Exercise
When you write out the material, keep every line exactly as it is.

Dataset content
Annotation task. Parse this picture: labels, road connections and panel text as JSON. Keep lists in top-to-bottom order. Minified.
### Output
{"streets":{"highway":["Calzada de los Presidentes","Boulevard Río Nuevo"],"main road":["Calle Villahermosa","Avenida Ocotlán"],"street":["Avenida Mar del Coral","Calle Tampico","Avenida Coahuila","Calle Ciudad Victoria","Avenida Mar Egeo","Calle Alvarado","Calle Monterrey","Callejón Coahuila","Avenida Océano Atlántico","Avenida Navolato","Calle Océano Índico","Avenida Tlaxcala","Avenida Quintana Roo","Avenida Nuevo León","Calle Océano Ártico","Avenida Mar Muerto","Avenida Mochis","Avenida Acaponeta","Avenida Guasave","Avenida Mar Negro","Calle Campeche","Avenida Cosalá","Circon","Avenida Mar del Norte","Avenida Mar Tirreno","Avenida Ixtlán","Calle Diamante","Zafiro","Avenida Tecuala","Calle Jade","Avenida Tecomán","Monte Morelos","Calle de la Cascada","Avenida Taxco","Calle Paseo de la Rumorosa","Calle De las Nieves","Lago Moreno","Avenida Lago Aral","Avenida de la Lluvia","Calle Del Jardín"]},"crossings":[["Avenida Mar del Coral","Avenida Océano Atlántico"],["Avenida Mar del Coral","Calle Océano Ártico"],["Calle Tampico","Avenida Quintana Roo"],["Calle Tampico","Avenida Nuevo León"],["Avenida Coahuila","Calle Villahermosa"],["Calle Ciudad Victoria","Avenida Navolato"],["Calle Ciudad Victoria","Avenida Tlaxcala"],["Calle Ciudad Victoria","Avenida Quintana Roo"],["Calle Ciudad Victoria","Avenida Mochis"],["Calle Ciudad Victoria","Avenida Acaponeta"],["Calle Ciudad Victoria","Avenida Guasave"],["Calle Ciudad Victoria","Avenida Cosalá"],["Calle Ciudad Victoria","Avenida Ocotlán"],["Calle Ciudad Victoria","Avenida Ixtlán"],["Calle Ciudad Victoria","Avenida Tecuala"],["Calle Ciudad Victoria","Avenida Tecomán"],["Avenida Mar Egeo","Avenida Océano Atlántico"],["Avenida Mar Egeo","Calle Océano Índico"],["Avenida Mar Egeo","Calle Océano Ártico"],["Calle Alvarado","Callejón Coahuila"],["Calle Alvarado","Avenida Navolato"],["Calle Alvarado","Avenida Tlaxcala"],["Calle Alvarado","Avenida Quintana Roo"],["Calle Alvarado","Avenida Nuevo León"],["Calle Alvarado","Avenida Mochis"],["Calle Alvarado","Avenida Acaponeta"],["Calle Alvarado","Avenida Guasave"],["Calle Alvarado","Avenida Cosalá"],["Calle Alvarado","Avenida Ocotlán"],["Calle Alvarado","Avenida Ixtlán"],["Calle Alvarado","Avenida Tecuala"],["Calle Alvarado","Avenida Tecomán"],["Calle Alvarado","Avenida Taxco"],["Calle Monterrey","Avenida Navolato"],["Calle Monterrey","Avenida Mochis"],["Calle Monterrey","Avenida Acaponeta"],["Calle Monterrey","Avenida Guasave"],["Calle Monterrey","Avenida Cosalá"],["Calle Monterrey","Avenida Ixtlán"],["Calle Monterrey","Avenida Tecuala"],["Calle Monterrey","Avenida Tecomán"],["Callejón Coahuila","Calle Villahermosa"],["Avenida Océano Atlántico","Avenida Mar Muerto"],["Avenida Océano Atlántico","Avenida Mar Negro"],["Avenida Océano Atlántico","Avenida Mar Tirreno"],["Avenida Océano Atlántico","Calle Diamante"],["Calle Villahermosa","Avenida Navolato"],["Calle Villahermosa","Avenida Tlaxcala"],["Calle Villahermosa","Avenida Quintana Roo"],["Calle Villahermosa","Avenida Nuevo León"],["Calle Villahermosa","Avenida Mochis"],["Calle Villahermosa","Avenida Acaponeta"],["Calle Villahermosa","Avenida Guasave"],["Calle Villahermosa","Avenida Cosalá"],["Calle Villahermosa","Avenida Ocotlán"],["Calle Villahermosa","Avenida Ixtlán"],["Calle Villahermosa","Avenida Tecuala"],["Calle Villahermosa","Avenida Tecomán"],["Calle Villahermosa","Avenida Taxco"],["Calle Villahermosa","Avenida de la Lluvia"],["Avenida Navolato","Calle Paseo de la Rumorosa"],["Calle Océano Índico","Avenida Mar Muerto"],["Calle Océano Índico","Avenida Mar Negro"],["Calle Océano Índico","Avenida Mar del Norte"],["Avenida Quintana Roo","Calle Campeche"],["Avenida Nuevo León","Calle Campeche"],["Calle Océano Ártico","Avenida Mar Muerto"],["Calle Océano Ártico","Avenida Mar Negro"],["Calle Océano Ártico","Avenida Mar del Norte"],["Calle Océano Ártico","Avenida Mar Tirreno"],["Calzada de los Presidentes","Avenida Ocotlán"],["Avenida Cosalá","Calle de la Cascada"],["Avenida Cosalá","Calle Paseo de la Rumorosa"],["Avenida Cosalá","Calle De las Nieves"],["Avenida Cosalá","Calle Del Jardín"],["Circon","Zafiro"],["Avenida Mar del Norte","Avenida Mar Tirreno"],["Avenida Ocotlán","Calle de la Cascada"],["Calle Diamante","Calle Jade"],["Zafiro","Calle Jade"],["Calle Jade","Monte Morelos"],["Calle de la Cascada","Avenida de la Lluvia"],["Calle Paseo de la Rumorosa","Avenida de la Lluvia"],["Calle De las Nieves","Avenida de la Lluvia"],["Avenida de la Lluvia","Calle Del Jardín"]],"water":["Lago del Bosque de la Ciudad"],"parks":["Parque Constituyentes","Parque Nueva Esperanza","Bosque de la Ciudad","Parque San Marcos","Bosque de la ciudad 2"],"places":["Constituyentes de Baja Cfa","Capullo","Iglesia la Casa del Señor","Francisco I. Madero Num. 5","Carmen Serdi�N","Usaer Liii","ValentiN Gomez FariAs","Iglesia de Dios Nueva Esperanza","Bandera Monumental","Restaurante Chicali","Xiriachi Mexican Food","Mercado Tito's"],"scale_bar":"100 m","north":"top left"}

Task answer
Annotation task. Parse this picture: labels, road connections and panel text as JSON. Keep lists in top-to-bottom order. Minified.
### Output
{"streets":{"highway":["Calzada de los Presidentes","Boulevard Río Nuevo"],"main road":["Calle Villahermosa","Avenida Ocotlán"],"street":["Avenida Mar del Coral","Calle Tampico","Avenida Coahuila","Calle Ciudad Victoria","Avenida Mar Egeo","Calle Alvarado","Calle Monterrey","Callejón Coahuila","Avenida Océano Atlántico","Avenida Navolato","Calle Océano Índico","Avenida Tlaxcala","Avenida Quintana Roo","Avenida Nuevo León","Calle Océano Ártico","Avenida Mar Muerto","Avenida Mochis","Avenida Acaponeta","Avenida Guasave","Avenida Mar Negro","Calle Campeche","Avenida Cosalá","Circon","Avenida Mar del Norte","Avenida Mar Tirreno","Avenida Ixtlán","Calle Diamante","Zafiro","Avenida Tecuala","Calle Jade","Avenida Tecomán","Monte Morelos","Calle de la Cascada","Avenida Taxco","Calle Paseo de la Rumorosa","Calle De las Nieves","Lago Moreno","Avenida Lago Aral","Avenida de la Lluvia","Calle Del Jardín"]},"crossings":[["Avenida Mar del Coral","Avenida Océano Atlántico"],["Avenida Mar del Coral","Calle Océano Ártico"],["Calle Tampico","Avenida Quintana Roo"],["Calle Tampico","Avenida Nuevo León"],["Avenida Coahuila","Calle Villahermosa"],["Calle Ciudad Victoria","Avenida Navolato"],["Calle Ciudad Victoria","Avenida Tlaxcala"],["Calle Ciudad Victoria","Avenida Quintana Roo"],["Calle Ciudad Victoria","Avenida Mochis"],["Calle Ciudad Victoria","Avenida Acaponeta"],["Calle Ciudad Victoria","Avenida Guasave"],["Calle Ciudad Victoria","Avenida Cosalá"],["Calle Ciudad Victoria","Avenida Ocotlán"],["Calle Ciudad Victoria","Avenida Ixtlán"],["Calle Ciudad Victoria","Avenida Tecuala"],["Calle Ciudad Victoria","Avenida Tecomán"],["Avenida Mar Egeo","Avenida Océano Atlántico"],["Avenida Mar Egeo","Calle Océano Índico"],["Avenida Mar Egeo","Calle Océano Ártico"],["Calle Alvarado","Callejón Coahuila"],["Calle Alvarado","Avenida Navolato"],["Calle Alvarado","Avenida Tlaxcala"],["Calle Alvarado","Avenida Quintana Roo"],["Calle Alvarado","Avenida Nuevo León"],["Calle Alvarado","Avenida Mochis"],["Calle Alvarado","Avenida Acaponeta"],["Calle Alvarado","Avenida Guasave"],["Calle Alvarado","Avenida Cosalá"],["Calle Alvarado","Avenida Ocotlán"],["Calle Alvarado","Avenida Ixtlán"],["Calle Alvarado","Avenida Tecuala"],["Calle Alvarado","Avenida Tecomán"],["Calle Alvarado","Avenida Taxco"],["Calle Monterrey","Avenida Navolato"],["Calle Monterrey","Avenida Mochis"],["Calle Monterrey","Avenida Acaponeta"],["Calle Monterrey","Avenida Guasave"],["Calle Monterrey","Avenida Cosalá"],["Calle Monterrey","Avenida Ixtlán"],["Calle Monterrey","Avenida Tecuala"],["Calle Monterrey","Avenida Tecomán"],["Callejón Coahuila","Calle Villahermosa"],["Avenida Océano Atlántico","Avenida Mar Muerto"],["Avenida Océano Atlántico","Avenida Mar Negro"],["Avenida Océano Atlántico","Avenida Mar Tirreno"],["Avenida Océano Atlántico","Calle Diamante"],["Calle Villahermosa","Avenida Navolato"],["Calle Villahermosa","Avenida Tlaxcala"],["Calle Villahermosa","Avenida Quintana Roo"],["Calle Villahermosa","Avenida Nuevo León"],["Calle Villahermosa","Avenida Mochis"],["Calle Villahermosa","Avenida Acaponeta"],["Calle Villahermosa","Avenida Guasave"],["Calle Villahermosa","Avenida Cosalá"],["Calle Villahermosa","Avenida Ocotlán"],["Calle Villahermosa","Avenida Ixtlán"],["Calle Villahermosa","Avenida Tecuala"],["Calle Villahermosa","Avenida Tecomán"],["Calle Villahermosa","Avenida Taxco"],["Calle Villahermosa","Avenida de la Lluvia"],["Avenida Navolato","Calle Paseo de la Rumorosa"],["Calle Océano Índico","Avenida Mar Muerto"],["Calle Océano Índico","Avenida Mar Negro"],["Calle Océano Índico","Avenida Mar del Norte"],["Avenida Quintana Roo","Calle Campeche"],["Avenida Nuevo León","Calle Campeche"],["Calle Océano Ártico","Avenida Mar Muerto"],["Calle Océano Ártico","Avenida Mar Negro"],["Calle Océano Ártico","Avenida Mar del Norte"],["Calle Océano Ártico","Avenida Mar Tirreno"],["Calzada de los Presidentes","Avenida Ocotlán"],["Avenida Cosalá","Calle de la Cascada"],["Avenida Cosalá","Calle Paseo de la Rumorosa"],["Avenida Cosalá","Calle De las Nieves"],["Avenida Cosalá","Calle Del Jardín"],["Circon","Zafiro"],["Avenida Mar del Norte","Avenida Mar Tirreno"],["Avenida Ocotlán","Calle de la Cascada"],["Calle Diamante","Calle Jade"],["Zafiro","Calle Jade"],["Calle Jade","Monte Morelos"],["Calle de la Cascada","Avenida de la Lluvia"],["Calle Paseo de la Rumorosa","Avenida de la Lluvia"],["Calle De las Nieves","Avenida de la Lluvia"],["Avenida de la Lluvia","Calle Del Jardín"]],"water":["Lago del Bosque de la Ciudad"],"parks":["Parque Constituyentes","Parque Nueva Esperanza","Bosque de la Ciudad","Parque San Marcos","Bosque de la ciudad 2"],"places":["Constituyentes de Baja Cfa","Capullo","Iglesia la Casa del Señor","Francisco I. Madero Num. 5","Carmen Serdi�N","Usaer Liii","ValentiN Gomez FariAs","Iglesia de Dios Nueva Esperanza","Bandera Monumental","Restaurante Chicali","Xiriachi Mexican Food","Mercado Tito's"],"scale_bar":"100 m","north":"top left"}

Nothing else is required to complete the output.